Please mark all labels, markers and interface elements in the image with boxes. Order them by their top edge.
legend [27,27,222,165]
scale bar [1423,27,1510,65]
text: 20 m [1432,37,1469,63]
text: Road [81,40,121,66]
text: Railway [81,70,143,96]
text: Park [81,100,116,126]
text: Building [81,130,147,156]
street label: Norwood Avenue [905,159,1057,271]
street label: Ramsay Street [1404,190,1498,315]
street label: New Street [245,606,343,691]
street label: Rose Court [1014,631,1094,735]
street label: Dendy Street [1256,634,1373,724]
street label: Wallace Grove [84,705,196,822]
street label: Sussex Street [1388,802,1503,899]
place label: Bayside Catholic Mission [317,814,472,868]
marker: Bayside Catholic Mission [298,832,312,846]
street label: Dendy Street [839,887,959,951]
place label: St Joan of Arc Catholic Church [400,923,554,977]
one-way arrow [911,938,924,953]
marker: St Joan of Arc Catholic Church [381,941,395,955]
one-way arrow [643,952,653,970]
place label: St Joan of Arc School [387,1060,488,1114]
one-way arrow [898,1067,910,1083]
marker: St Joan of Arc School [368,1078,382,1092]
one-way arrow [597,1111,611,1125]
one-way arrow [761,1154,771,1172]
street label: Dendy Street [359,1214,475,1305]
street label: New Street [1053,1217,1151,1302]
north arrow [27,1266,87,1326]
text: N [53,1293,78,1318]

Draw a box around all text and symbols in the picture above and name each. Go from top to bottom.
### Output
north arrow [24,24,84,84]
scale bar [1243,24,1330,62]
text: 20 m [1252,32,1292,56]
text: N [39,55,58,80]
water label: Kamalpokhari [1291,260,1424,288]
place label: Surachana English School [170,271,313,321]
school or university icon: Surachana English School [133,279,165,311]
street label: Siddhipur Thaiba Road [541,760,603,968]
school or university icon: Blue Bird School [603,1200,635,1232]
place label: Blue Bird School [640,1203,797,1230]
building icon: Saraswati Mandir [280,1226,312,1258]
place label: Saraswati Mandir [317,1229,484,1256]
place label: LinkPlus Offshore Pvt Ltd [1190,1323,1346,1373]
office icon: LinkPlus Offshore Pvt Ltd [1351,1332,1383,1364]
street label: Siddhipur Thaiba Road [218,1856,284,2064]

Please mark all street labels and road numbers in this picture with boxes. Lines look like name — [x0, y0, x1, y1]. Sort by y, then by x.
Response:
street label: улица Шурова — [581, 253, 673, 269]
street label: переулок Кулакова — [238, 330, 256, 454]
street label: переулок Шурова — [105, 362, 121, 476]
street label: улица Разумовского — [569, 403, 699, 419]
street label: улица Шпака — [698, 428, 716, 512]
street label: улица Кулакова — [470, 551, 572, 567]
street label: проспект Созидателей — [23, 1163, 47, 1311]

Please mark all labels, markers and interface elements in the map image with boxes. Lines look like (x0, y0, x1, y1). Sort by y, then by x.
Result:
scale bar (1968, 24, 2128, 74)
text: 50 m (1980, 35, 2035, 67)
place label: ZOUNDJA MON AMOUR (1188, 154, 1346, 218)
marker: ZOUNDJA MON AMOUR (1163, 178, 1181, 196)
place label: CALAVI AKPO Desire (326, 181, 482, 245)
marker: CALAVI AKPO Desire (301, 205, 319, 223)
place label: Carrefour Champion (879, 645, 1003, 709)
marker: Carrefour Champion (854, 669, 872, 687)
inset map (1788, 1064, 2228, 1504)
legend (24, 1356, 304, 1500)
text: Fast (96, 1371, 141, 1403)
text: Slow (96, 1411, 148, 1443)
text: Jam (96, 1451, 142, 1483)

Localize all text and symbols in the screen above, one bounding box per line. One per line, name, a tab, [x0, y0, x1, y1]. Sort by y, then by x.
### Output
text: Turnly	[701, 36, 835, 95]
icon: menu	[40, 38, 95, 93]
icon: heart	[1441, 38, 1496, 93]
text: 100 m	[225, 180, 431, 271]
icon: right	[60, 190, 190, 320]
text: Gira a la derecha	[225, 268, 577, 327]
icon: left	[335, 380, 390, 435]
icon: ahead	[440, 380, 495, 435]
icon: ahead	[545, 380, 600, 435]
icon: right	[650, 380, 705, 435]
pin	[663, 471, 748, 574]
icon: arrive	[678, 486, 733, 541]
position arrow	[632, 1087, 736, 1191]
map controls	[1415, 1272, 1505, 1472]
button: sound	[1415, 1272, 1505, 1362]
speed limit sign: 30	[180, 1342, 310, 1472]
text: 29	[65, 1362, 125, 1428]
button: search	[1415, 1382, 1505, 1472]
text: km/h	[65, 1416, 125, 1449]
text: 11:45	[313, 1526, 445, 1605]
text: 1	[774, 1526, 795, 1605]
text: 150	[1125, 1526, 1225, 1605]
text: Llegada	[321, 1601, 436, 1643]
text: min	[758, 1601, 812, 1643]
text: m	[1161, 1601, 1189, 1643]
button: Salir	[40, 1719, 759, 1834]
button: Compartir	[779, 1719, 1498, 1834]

What needs to be done: Reproduce every record exactly, line by line.

Answer space:
Please mark all labels, markers and interface elements in the image with boxes. Order them by their top edge.
legend [27,27,222,165]
scale bar [1423,27,1510,65]
text: 20 m [1432,37,1469,63]
text: Road [81,40,121,66]
text: Railway [81,70,143,96]
text: Park [81,100,116,126]
text: Building [81,130,147,156]
street label: Norwood Avenue [905,159,1057,271]
street label: Ramsay Street [1404,190,1498,315]
street label: New Street [245,606,343,691]
street label: Rose Court [1014,631,1094,735]
street label: Dendy Street [1256,634,1373,724]
street label: Wallace Grove [84,705,196,822]
street label: Sussex Street [1388,802,1503,899]
place label: Bayside Catholic Mission [317,814,472,868]
marker: Bayside Catholic Mission [298,832,312,846]
street label: Dendy Street [839,887,959,951]
place label: St Joan of Arc Catholic Church [400,923,554,977]
one-way arrow [911,938,924,953]
marker: St Joan of Arc Catholic Church [381,941,395,955]
one-way arrow [643,952,653,970]
place label: St Joan of Arc School [387,1060,488,1114]
one-way arrow [898,1067,910,1083]
marker: St Joan of Arc School [368,1078,382,1092]
one-way arrow [597,1111,611,1125]
one-way arrow [761,1154,771,1172]
street label: Dendy Street [359,1214,475,1305]
street label: New Street [1053,1217,1151,1302]
north arrow [27,1266,87,1326]
text: N [53,1293,78,1318]

Draw a box around all text and symbols in the picture above and name each. Go from top to bottom.
### Output
north arrow [24,24,84,84]
scale bar [1243,24,1330,62]
text: 20 m [1252,32,1292,56]
text: N [39,55,58,80]
water label: Kamalpokhari [1291,260,1424,288]
place label: Surachana English School [170,271,313,321]
school or university icon: Surachana English School [133,279,165,311]
street label: Siddhipur Thaiba Road [541,760,603,968]
school or university icon: Blue Bird School [603,1200,635,1232]
place label: Blue Bird School [640,1203,797,1230]
building icon: Saraswati Mandir [280,1226,312,1258]
place label: Saraswati Mandir [317,1229,484,1256]
place label: LinkPlus Offshore Pvt Ltd [1190,1323,1346,1373]
office icon: LinkPlus Offshore Pvt Ltd [1351,1332,1383,1364]
street label: Siddhipur Thaiba Road [218,1856,284,2064]

Please mark all street labels and road numbers in this picture with boxes. Lines look like name — [x0, y0, x1, y1]. Sort by y, then by x.
Response:
street label: улица Шурова — [581, 253, 673, 269]
street label: переулок Кулакова — [238, 330, 256, 454]
street label: переулок Шурова — [105, 362, 121, 476]
street label: улица Разумовского — [569, 403, 699, 419]
street label: улица Шпака — [698, 428, 716, 512]
street label: улица Кулакова — [470, 551, 572, 567]
street label: проспект Созидателей — [23, 1163, 47, 1311]

Please mark all labels, markers and interface elements in the map image with boxes. Lines look like (x0, y0, x1, y1). Sort by y, then by x.
Result:
scale bar (1968, 24, 2128, 74)
text: 50 m (1980, 35, 2035, 67)
place label: ZOUNDJA MON AMOUR (1188, 154, 1346, 218)
marker: ZOUNDJA MON AMOUR (1163, 178, 1181, 196)
place label: CALAVI AKPO Desire (326, 181, 482, 245)
marker: CALAVI AKPO Desire (301, 205, 319, 223)
place label: Carrefour Champion (879, 645, 1003, 709)
marker: Carrefour Champion (854, 669, 872, 687)
inset map (1788, 1064, 2228, 1504)
legend (24, 1356, 304, 1500)
text: Fast (96, 1371, 141, 1403)
text: Slow (96, 1411, 148, 1443)
text: Jam (96, 1451, 142, 1483)

Localize all text and symbols in the screen above, one bounding box per line. One per line, name, a tab, [x0, y0, x1, y1]. Sort by y, then by x.
### Output
text: Turnly	[701, 36, 835, 95]
icon: menu	[40, 38, 95, 93]
icon: heart	[1441, 38, 1496, 93]
text: 100 m	[225, 180, 431, 271]
icon: right	[60, 190, 190, 320]
text: Gira a la derecha	[225, 268, 577, 327]
icon: left	[335, 380, 390, 435]
icon: ahead	[440, 380, 495, 435]
icon: ahead	[545, 380, 600, 435]
icon: right	[650, 380, 705, 435]
pin	[663, 471, 748, 574]
icon: arrive	[678, 486, 733, 541]
position arrow	[632, 1087, 736, 1191]
map controls	[1415, 1272, 1505, 1472]
button: sound	[1415, 1272, 1505, 1362]
speed limit sign: 30	[180, 1342, 310, 1472]
text: 29	[65, 1362, 125, 1428]
button: search	[1415, 1382, 1505, 1472]
text: km/h	[65, 1416, 125, 1449]
text: 11:45	[313, 1526, 445, 1605]
text: 1	[774, 1526, 795, 1605]
text: 150	[1125, 1526, 1225, 1605]
text: Llegada	[321, 1601, 436, 1643]
text: min	[758, 1601, 812, 1643]
text: m	[1161, 1601, 1189, 1643]
button: Salir	[40, 1719, 759, 1834]
button: Compartir	[779, 1719, 1498, 1834]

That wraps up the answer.